An amusing, unconventional Golden Age detective story that's stronger on descriptive language and acute observation than on plot.
I picked up "A Question Of Proof after reading a discussion on Themis' blog where it emerged that Nicholas Blake and C Day Lewis were the same man.
I couldn't pass up on the opportunity to read a detective story by a Poet Laureate, so I listened to the audiobook sample.I was captured by the delicious language, slightly archaic to the modern ear but razor-sharp, and the use of the narrator in a raconteur / Greek chorus mode. The text sparkled. I was hooked.
Strangeways is a wonderful creation and the main reason for reading the book. He is a gentle, witty, effortlessly erudite man who is unable either to abstain from detection or to feel fully confident that it's the sort of thing a gentleman should do.
When Strangeways arrives to investigate the crime, he seems to set about doing so by deconstructing the workings of a Public School with a sharpness that borders on vivisection while being completely free from malice.
Strangeways is fully aware of the nuances of class and the barriers to communication that they create. He understands the minds of prep-school boys, sent away from parents and their homes from as young as five-years-old and raised in a pack with a strict hierarchy and taught to repress the expression of all emotions save only disdain for others and enthusiasm for the accomplishments of one's own team.

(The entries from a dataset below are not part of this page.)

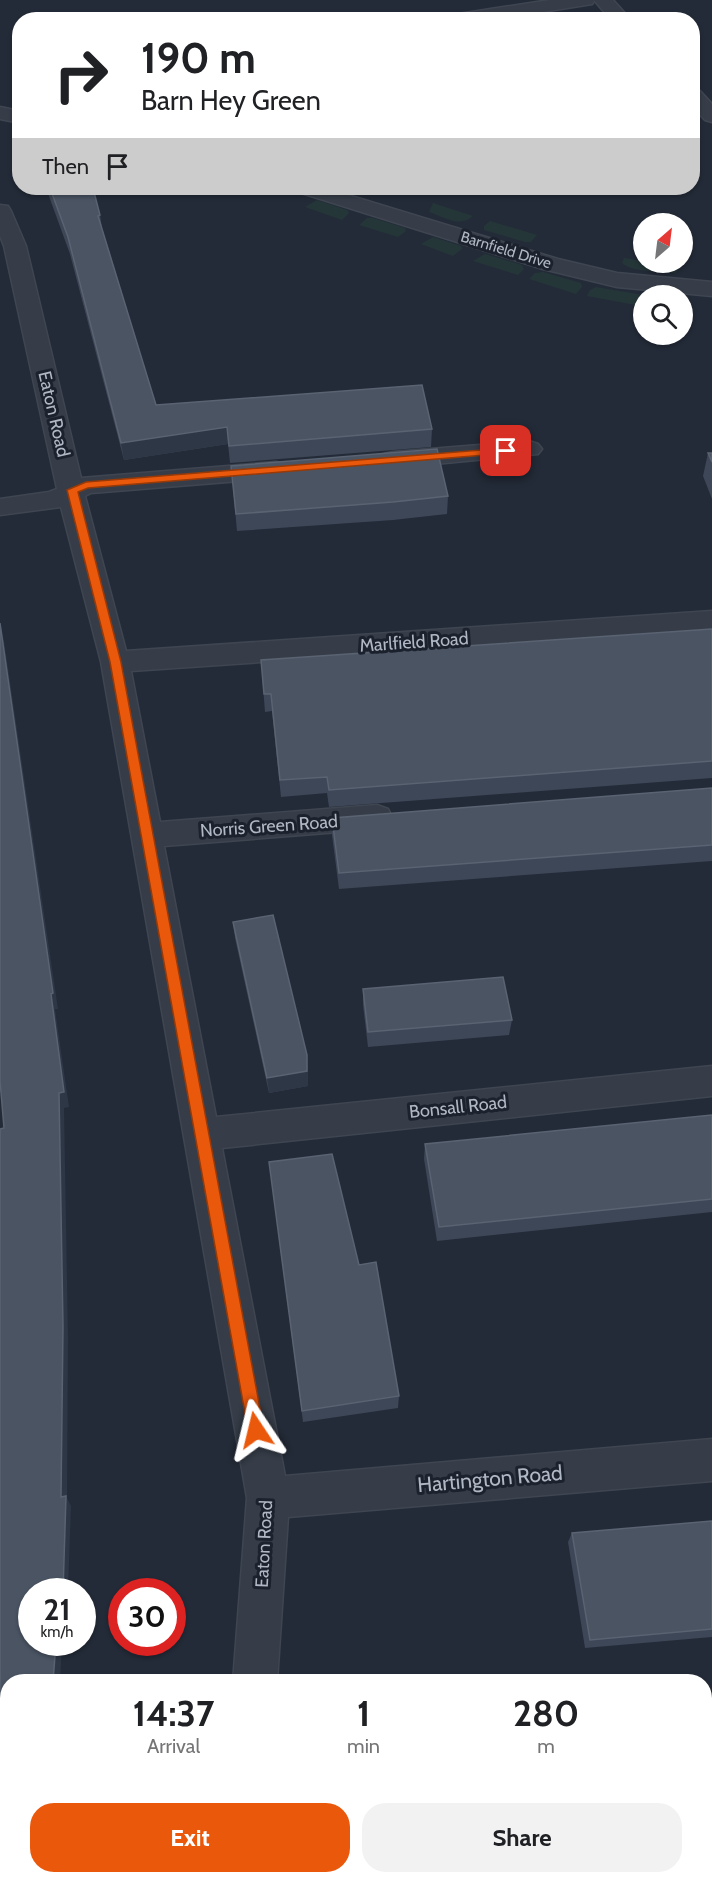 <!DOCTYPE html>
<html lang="en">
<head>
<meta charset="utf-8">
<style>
	body { margin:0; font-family:Cabin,sans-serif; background:#f2f2f2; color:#202124; height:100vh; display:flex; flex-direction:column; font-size:22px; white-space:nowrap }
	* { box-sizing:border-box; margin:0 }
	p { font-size:20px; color:#757577 }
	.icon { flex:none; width:33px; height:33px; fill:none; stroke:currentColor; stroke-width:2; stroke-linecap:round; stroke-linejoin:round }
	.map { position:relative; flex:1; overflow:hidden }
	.details { position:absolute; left:0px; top:1674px; width:712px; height:210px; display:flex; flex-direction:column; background:#fff; border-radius:24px 24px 0 0; box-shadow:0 2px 4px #0004 }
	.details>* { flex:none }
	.guide { position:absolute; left:12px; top:12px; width:688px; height:183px; border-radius:24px; box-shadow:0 2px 4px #0004; background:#fff; color:#202124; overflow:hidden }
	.needle { width:39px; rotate:28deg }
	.tools { position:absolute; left:633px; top:213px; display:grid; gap:12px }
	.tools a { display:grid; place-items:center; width:60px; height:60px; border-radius:50%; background:#fff; box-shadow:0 2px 4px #0004; font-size:30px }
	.speed { position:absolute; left:18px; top:1578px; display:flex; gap:12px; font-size:30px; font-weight:700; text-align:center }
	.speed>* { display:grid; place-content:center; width:78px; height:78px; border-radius:50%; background:#fff; box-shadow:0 2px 4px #0004; line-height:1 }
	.speed small { font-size:15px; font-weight:400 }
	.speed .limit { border:9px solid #d22; background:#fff; color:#111 }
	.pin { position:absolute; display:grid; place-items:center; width:51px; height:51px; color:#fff; margin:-26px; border-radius:12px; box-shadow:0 3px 9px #0006 }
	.me { position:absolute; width:66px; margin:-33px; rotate:350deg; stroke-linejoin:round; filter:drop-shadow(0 0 4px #0008) }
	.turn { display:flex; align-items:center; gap:21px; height:126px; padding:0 30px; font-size:27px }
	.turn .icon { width:78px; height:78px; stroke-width:2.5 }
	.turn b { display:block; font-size:42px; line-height:51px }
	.then { display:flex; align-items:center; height:57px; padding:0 30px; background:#0003; gap:12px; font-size:22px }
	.eta { display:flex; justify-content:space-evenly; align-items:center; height:102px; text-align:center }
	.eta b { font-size:36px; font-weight:800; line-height:42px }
	.action { display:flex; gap:12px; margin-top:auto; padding:12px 30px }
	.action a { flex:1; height:69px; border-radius:24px; background:#ea580c; color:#fff; font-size:24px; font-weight:800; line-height:69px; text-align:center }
	.action a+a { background:#f2f2f2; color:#202124 }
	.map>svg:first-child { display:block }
	.green { fill:#253639 }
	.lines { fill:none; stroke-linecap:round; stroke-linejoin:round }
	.minor-casing { stroke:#3f4652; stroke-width:3 }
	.tertiary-casing { stroke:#3f4652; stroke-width:3 }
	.minor { fill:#363d48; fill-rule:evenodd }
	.tertiary { fill:#363d48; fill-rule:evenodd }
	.wall { fill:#3e4757 }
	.shaded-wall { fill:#2e3746 }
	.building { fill:#4a5463; stroke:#5a6372; stroke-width:1.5 }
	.route { fill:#ea580c; stroke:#983908; stroke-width:1.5 }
	.labels { text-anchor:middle; stroke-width:6; stroke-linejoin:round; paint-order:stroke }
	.far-street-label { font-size:15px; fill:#b1b8c5; stroke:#1c222d }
	.street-label { font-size:18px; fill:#b1b8c5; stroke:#1c222d }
	.near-street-label { font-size:21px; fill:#b1b8c5; stroke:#1c222d }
</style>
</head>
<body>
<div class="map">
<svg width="712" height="1884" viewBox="0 0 712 1884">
	<rect width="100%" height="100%" fill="#232b38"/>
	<path class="green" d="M317 200 347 210 349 213 342 220 305 207Z
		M433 203 473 216C460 228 444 217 429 212Z
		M367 218H373L405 228 406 231 398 237 359 225Z
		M490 221 537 235 531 242H525L484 230V226Z
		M433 237 461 246 462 249 453 256 421 244Z
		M485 254 522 265 524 269 518 275 473 261Z
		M624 258 680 267 676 273C661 271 633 273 622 263Z
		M543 272 581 283 582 287 576 294 529 279 535 273Z
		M596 287 643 295 641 306 587 296 590 290Z"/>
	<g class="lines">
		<g class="minor-casing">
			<path id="minor" d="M550 0H595L592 4 586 5 492 20H443L452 15Z
				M0 107 20 111V123L0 119Z
				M295 188H325L558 259 617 273 712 282V296L617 287 543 269 298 192Z
				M0 205 8 206 11 211 26 246 81 478 276 462 285 464 289 470 285 476 276 478 91 493 85 496 126 651 712 611V631L131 671 160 822 377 805 388 809 392 817 388 825 377 829 164 846 216 1117 712 1066V1096L222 1148 285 1476 712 1439V1481L288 1517 277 1682H233L247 1498 101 662 61 507 0 515V499L49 492 57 489 4 246 0 236Z
				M529 441 538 444 542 449 538 454 393 468 384 466 380 460 384 454 393 452Z
				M216 1876H264L263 1884H215Z"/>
		</g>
		<g class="tertiary-casing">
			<path id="tertiary" d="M594 0H613L631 20H611Z
				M693 89 700 91 712 104V122L705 120 693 107Z"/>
		</g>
		<use href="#minor" class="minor"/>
		<use href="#tertiary" class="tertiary"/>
	</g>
	<path class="wall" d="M46 188H93L100 215 102 228 156 405 432 429 431 447 230 463 228 444 124 460 70 254Z
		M708 453H712V499L703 476Z
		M231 466 448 496 447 514 393 520 237 531Z
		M712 629V778L329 807 327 793 281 797 272 711 265 712 261 660Z
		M712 788V861L339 889 332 835V818Z
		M233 922 307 1055 308 1086 269 1093 235 938Z
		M363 989 512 1020 509 1035 368 1047 363 1005Z
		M712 1115V1212L437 1241 424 1159 425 1144Z
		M271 1176 359 1265 399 1396 398 1408 303 1422Z
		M712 1521V1637L585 1648 568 1542 572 1533Z
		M705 1740H712V1878L636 1884H539L538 1876H705Z"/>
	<path class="shaded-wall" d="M227 427 228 444 124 460 121 443Z
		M0 623 4 641 58 1009H55L69 1107 64 1108 68 1339 67 1498 71 1506 68 1592H63L51 994Z
		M307 1055 308 1086 269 1093 267 1078Z
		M56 1642H62L60 1682H53Z
		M42 1876H49L48 1884H41Z"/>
	<path class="building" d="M50 188H93L100 215 98 216 156 405 422 385 432 429 229 446 227 427 121 443 68 237Z
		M437 449 448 496 393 502 236 514 231 466Z
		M708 453H712V462Z
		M0 623 53 993 51 994 64 1092 59 1093 63 1327 61 1497 66 1496 63 1592H32V1642H56L53 1682H8V1876H42L41 1884H0V1129L4 1128 0 1081Z
		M712 629V761L329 790 327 777 280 780 271 694H264L261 660Z
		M712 788V845L339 873 332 818Z
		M273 915 307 1055V1071L267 1078 233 922Z
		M503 977 512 1020 368 1032 363 989Z
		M712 1115V1199L439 1227 425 1144Z
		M332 1154 359 1265 376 1262 399 1396 302 1411 269 1162Z
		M712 1521V1629L590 1640 572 1533Z
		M705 1740H712V1875L705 1876Z
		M542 1876H694L604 1884H543Z"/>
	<path class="route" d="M506 448 511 451 509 453 88 488 78 492 121 662 264 1430 262 1435 256 1438 250 1435 248 1430 110 662 67 490 86 482Z"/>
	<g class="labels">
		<g class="far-street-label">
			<text transform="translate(506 250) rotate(17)" y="5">Barnfield Drive</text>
		</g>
		<g class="street-label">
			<text transform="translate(54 414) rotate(77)" y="6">Eaton Road</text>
			<text transform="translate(414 642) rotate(-4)" y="6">Marlfield Road</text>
			<text transform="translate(269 826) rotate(-4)" y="6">Norris Green Road</text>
			<text transform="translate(458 1107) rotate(-6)" y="6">Bonsall Road</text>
			<text transform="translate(264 1544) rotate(-87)" y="6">Eaton Road</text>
		</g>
		<g class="near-street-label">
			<text transform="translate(490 1479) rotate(-5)" y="7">Hartington Road</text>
		</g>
	</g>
</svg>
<div class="tools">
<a><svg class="needle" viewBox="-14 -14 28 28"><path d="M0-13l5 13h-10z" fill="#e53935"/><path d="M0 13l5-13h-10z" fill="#757577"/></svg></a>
<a><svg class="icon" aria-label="search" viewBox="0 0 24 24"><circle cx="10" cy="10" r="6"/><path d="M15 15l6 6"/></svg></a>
</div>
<div class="speed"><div>21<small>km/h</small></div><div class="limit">30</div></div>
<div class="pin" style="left:506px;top:451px;background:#d93025"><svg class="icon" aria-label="arrive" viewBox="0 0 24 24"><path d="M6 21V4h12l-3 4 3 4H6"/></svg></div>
<svg class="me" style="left:256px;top:1430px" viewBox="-20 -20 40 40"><path d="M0-17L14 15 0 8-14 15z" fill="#ea580c" stroke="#fff" stroke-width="4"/></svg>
<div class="guide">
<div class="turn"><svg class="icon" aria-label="right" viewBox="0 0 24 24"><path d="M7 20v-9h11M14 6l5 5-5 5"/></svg><div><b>190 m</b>Barn Hey Green</div></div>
<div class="then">Then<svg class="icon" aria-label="arrive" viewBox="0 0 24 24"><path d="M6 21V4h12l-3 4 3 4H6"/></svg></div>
</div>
<section class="details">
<div class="eta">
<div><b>14:37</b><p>Arrival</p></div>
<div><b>1</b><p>min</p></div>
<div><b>280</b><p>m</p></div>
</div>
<div class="action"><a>Exit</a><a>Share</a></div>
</section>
</div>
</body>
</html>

He uses both of these things to acquire information that is not available to the Inspector investigating the case and to find patterns in the data that would only be apparent to those fully initiated into the strange rituals and magical thinking of staff and boys at an English Prep School.
The plot is not a thing of beauty. It is clever but not entirely plausible. The mode of exposition is clunky and the final reveal lacked both realism and storytelling flair.
But the language, the dialogue, the deep understanding of the oddity that was an English Prep School after World War I and the creation of the inimitable Nigel Strangeways, made "A Question Of Proof" worth reading.